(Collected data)

_ _ _ _ _ _ _

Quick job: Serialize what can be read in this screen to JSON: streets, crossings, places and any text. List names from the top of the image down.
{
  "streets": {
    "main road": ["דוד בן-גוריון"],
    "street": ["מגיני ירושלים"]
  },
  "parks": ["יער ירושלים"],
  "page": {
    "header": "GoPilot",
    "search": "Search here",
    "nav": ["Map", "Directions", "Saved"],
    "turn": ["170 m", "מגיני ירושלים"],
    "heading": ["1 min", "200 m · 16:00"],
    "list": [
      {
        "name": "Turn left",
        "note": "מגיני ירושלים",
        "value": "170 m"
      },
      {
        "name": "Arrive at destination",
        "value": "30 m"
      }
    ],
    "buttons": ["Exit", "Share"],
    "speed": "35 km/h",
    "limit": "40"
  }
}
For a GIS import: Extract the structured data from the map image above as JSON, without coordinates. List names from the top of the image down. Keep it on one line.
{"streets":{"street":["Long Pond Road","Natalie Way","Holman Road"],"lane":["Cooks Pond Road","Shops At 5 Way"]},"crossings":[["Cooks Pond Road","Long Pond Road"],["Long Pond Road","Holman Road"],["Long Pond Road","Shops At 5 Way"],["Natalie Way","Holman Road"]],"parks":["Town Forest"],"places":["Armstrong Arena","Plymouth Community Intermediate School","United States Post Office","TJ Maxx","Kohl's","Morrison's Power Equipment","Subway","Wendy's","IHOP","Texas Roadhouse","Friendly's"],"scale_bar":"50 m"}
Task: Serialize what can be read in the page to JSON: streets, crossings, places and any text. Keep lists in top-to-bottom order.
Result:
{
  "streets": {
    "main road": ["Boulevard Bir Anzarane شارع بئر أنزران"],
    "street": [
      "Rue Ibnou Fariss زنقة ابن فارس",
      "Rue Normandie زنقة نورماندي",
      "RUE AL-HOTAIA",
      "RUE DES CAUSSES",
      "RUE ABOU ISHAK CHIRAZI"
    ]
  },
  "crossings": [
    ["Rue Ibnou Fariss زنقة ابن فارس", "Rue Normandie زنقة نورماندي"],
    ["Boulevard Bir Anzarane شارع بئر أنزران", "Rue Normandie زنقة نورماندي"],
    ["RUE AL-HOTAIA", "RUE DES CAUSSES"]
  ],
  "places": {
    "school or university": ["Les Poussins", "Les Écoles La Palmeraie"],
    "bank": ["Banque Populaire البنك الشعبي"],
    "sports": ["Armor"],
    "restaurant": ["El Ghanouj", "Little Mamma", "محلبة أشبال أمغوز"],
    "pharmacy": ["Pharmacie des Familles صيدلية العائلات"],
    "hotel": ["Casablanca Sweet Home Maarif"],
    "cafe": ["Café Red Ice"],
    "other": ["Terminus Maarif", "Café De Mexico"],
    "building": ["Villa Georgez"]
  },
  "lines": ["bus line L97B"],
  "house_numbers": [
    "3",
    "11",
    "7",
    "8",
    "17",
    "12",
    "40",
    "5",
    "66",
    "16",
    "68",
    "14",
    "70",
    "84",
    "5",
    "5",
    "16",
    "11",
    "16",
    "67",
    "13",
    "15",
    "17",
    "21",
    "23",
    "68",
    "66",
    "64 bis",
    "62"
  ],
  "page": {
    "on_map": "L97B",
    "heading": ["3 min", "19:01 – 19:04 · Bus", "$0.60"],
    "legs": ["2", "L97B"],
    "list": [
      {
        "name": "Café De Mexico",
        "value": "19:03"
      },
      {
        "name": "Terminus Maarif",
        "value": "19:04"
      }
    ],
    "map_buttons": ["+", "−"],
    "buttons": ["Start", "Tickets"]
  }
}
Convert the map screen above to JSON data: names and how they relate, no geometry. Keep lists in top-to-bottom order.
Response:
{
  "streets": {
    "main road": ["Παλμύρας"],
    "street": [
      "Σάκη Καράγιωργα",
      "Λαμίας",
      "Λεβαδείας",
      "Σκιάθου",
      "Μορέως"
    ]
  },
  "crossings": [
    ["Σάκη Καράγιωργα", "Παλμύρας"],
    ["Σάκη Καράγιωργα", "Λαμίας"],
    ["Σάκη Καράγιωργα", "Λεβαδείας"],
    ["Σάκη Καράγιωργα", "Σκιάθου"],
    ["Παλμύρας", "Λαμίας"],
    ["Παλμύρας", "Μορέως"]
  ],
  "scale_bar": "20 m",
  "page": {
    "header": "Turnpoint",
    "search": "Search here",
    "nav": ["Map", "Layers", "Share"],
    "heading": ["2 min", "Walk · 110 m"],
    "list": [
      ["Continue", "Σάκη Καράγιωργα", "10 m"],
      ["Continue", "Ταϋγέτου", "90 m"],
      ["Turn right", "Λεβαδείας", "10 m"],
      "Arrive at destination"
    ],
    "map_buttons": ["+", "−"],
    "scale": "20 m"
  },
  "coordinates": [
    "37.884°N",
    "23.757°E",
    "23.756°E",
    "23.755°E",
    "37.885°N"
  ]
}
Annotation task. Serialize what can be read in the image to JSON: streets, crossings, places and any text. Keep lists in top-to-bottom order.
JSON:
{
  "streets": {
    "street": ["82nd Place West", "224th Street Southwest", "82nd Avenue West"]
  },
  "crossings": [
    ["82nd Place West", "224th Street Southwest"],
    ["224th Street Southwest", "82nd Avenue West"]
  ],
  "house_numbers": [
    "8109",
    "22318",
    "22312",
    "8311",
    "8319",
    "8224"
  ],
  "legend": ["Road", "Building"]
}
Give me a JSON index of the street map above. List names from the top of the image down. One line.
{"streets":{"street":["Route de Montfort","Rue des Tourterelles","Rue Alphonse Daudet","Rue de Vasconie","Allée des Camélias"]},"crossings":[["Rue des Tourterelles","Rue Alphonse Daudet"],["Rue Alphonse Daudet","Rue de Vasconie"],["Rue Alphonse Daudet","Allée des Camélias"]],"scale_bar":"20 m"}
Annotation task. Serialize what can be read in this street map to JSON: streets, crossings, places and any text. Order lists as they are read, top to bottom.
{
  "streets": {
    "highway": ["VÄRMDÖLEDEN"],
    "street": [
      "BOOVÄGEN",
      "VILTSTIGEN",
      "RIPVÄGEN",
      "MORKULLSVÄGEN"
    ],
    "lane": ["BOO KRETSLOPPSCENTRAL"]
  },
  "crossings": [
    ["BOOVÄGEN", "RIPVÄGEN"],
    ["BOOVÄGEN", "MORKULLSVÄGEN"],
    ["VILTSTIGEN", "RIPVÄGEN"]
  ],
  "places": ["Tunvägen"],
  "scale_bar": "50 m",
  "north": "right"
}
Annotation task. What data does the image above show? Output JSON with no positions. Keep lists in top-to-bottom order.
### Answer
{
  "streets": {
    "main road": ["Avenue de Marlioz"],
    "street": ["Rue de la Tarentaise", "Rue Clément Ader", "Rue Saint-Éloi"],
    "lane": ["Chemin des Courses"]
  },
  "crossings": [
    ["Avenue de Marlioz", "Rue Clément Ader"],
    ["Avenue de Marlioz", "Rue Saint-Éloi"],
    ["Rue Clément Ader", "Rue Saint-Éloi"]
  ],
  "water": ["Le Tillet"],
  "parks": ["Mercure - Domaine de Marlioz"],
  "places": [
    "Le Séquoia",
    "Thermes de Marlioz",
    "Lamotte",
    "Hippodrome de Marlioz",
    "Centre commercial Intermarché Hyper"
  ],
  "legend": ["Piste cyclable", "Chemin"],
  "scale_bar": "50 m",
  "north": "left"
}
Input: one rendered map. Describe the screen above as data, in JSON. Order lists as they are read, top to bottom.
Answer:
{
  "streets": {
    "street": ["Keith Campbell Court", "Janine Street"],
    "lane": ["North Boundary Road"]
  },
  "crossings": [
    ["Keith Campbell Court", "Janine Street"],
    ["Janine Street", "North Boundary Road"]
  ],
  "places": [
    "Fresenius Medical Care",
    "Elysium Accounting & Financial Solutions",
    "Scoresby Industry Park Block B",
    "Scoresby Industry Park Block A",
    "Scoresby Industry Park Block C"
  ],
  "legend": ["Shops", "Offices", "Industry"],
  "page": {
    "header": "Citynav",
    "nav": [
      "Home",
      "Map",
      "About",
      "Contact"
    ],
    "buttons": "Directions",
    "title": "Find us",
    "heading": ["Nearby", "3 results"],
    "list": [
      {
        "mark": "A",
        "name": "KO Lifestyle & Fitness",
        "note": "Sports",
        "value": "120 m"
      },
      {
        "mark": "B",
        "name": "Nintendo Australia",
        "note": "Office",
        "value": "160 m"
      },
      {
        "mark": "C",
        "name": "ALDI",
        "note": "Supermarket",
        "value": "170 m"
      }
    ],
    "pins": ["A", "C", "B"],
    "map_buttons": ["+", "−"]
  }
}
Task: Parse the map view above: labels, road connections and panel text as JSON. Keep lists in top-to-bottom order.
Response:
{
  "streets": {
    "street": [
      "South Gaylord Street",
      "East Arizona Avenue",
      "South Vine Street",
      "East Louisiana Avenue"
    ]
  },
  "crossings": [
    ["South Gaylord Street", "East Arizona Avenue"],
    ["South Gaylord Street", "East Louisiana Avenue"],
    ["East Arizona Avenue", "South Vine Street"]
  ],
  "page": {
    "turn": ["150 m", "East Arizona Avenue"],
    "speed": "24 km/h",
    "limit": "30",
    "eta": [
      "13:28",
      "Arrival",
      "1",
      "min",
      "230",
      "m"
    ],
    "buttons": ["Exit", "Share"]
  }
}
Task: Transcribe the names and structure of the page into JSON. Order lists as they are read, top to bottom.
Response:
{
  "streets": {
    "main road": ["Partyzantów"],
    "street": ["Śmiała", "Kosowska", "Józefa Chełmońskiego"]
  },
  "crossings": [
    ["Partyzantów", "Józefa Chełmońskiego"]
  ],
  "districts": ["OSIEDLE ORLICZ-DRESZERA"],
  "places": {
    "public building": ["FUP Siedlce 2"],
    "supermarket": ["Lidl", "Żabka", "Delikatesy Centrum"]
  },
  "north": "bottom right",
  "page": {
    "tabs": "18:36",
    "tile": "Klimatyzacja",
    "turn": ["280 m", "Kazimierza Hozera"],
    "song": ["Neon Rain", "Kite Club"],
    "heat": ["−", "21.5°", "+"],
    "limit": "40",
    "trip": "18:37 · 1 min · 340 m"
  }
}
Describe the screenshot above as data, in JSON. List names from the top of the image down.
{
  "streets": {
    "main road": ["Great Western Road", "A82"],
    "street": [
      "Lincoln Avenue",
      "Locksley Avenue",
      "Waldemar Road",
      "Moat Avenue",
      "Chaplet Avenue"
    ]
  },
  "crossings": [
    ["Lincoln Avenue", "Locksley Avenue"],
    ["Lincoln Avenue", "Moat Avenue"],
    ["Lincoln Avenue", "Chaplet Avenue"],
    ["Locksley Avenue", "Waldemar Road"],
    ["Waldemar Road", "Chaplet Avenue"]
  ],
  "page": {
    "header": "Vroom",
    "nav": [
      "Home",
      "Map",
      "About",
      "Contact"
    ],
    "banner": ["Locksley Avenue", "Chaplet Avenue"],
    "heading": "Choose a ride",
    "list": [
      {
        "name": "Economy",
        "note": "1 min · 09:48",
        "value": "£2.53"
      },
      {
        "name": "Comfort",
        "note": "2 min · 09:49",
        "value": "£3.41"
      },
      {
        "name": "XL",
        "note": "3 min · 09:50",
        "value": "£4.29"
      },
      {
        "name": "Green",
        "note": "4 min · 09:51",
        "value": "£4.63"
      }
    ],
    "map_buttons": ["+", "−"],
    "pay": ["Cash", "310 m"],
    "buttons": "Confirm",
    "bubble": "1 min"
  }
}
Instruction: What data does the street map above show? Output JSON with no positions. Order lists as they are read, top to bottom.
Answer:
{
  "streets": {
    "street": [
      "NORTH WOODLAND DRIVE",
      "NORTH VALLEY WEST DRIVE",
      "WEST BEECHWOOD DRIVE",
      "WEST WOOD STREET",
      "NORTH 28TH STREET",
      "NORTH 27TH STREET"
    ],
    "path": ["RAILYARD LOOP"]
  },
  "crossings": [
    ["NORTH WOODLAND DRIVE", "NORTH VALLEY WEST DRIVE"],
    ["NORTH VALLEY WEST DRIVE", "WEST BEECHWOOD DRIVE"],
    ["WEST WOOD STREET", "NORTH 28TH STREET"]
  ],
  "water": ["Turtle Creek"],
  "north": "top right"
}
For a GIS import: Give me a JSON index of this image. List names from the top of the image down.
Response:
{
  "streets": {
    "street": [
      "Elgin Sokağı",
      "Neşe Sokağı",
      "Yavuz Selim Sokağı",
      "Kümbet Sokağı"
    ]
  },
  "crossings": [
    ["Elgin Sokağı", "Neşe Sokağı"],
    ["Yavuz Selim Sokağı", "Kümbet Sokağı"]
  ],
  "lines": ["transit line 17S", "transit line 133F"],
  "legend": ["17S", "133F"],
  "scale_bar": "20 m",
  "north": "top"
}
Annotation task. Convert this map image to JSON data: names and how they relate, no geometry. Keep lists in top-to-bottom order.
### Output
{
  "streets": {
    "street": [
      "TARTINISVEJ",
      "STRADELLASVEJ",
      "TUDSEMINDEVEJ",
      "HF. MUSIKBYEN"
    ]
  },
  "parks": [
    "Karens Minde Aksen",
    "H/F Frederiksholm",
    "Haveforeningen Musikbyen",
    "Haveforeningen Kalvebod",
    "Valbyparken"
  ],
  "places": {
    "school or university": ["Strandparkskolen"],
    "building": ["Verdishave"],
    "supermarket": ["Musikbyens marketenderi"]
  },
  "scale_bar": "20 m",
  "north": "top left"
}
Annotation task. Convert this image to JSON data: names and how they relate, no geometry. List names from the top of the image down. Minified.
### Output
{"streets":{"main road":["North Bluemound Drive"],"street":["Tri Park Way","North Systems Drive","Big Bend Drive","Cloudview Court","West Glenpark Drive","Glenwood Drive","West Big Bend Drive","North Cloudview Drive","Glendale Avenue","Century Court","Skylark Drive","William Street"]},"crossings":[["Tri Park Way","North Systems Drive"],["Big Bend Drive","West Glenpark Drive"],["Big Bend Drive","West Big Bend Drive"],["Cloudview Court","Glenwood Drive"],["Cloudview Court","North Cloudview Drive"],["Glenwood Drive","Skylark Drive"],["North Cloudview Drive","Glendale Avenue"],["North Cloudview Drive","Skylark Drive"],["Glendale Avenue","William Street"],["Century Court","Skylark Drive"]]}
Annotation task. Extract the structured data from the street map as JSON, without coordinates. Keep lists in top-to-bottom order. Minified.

_ _ _ _ _ _ _

[Exercise details] Output, from the data above, the lines from the line with "Annotation task. What" to the line with "Input: one rendered" exactly as they stand, both ends included and nothing else.

[Exercise result]
Annotation task. What data does the image above show? Output JSON with no positions. Keep lists in top-to-bottom order.
### Answer
{
  "streets": {
    "main road": ["Avenue de Marlioz"],
    "street": ["Rue de la Tarentaise", "Rue Clément Ader", "Rue Saint-Éloi"],
    "lane": ["Chemin des Courses"]
  },
  "crossings": [
    ["Avenue de Marlioz", "Rue Clément Ader"],
    ["Avenue de Marlioz", "Rue Saint-Éloi"],
    ["Rue Clément Ader", "Rue Saint-Éloi"]
  ],
  "water": ["Le Tillet"],
  "parks": ["Mercure - Domaine de Marlioz"],
  "places": [
    "Le Séquoia",
    "Thermes de Marlioz",
    "Lamotte",
    "Hippodrome de Marlioz",
    "Centre commercial Intermarché Hyper"
  ],
  "legend": ["Piste cyclable", "Chemin"],
  "scale_bar": "50 m",
  "north": "left"
}
Input: one rendered map. Describe the screen above as data, in JSON. Order lists as they are read, top to bottom.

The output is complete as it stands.